* **Exercise requirements**:
Find and copy each line of the data that includes "DRIVE".

* **Dataset entries**:
========================================================================
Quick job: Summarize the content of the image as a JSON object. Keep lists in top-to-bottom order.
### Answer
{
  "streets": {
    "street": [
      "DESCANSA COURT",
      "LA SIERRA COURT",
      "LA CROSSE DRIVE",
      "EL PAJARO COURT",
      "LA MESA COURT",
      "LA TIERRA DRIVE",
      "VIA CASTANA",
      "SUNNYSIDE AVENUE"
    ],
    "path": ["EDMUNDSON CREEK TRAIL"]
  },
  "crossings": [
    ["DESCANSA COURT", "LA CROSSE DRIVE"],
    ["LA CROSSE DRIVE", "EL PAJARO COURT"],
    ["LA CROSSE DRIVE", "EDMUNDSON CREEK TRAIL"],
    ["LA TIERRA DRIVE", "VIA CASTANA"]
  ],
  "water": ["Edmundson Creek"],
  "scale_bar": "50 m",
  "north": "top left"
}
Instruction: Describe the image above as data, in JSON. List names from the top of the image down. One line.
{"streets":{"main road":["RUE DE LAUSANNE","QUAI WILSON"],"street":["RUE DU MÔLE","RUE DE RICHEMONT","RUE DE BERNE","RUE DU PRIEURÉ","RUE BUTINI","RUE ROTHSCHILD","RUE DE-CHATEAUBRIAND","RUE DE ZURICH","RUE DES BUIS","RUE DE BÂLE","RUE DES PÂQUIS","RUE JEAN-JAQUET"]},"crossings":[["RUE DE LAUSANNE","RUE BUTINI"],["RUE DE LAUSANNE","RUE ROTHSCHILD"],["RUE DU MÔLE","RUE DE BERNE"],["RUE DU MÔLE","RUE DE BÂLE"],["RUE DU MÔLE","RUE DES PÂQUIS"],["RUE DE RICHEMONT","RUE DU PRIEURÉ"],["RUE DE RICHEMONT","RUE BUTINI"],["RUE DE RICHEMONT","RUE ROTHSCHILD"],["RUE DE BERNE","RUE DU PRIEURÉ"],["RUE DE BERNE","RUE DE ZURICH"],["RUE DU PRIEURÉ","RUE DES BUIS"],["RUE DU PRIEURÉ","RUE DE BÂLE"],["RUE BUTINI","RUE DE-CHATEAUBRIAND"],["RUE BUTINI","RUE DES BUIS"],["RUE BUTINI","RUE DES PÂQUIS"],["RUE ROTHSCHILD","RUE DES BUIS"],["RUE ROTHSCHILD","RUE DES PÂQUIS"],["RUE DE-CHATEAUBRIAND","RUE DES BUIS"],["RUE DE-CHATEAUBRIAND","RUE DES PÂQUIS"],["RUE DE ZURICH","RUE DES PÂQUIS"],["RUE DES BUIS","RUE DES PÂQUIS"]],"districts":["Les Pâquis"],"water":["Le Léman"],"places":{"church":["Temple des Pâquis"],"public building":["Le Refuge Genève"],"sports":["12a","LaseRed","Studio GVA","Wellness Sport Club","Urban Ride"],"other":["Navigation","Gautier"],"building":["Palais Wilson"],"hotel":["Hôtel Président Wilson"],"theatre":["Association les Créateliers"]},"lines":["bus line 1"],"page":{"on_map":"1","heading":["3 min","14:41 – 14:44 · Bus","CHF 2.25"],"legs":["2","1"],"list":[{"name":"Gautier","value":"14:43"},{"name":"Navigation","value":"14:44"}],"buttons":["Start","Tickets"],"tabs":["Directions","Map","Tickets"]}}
========================================================================
* **Exercise solution**:
      "LA CROSSE DRIVE",
      "LA TIERRA DRIVE",
    ["DESCANSA COURT", "LA CROSSE DRIVE"],
    ["LA CROSSE DRIVE", "EL PAJARO COURT"],
    ["LA CROSSE DRIVE", "EDMUNDSON CREEK TRAIL"],
    ["LA TIERRA DRIVE", "VIA CASTANA"]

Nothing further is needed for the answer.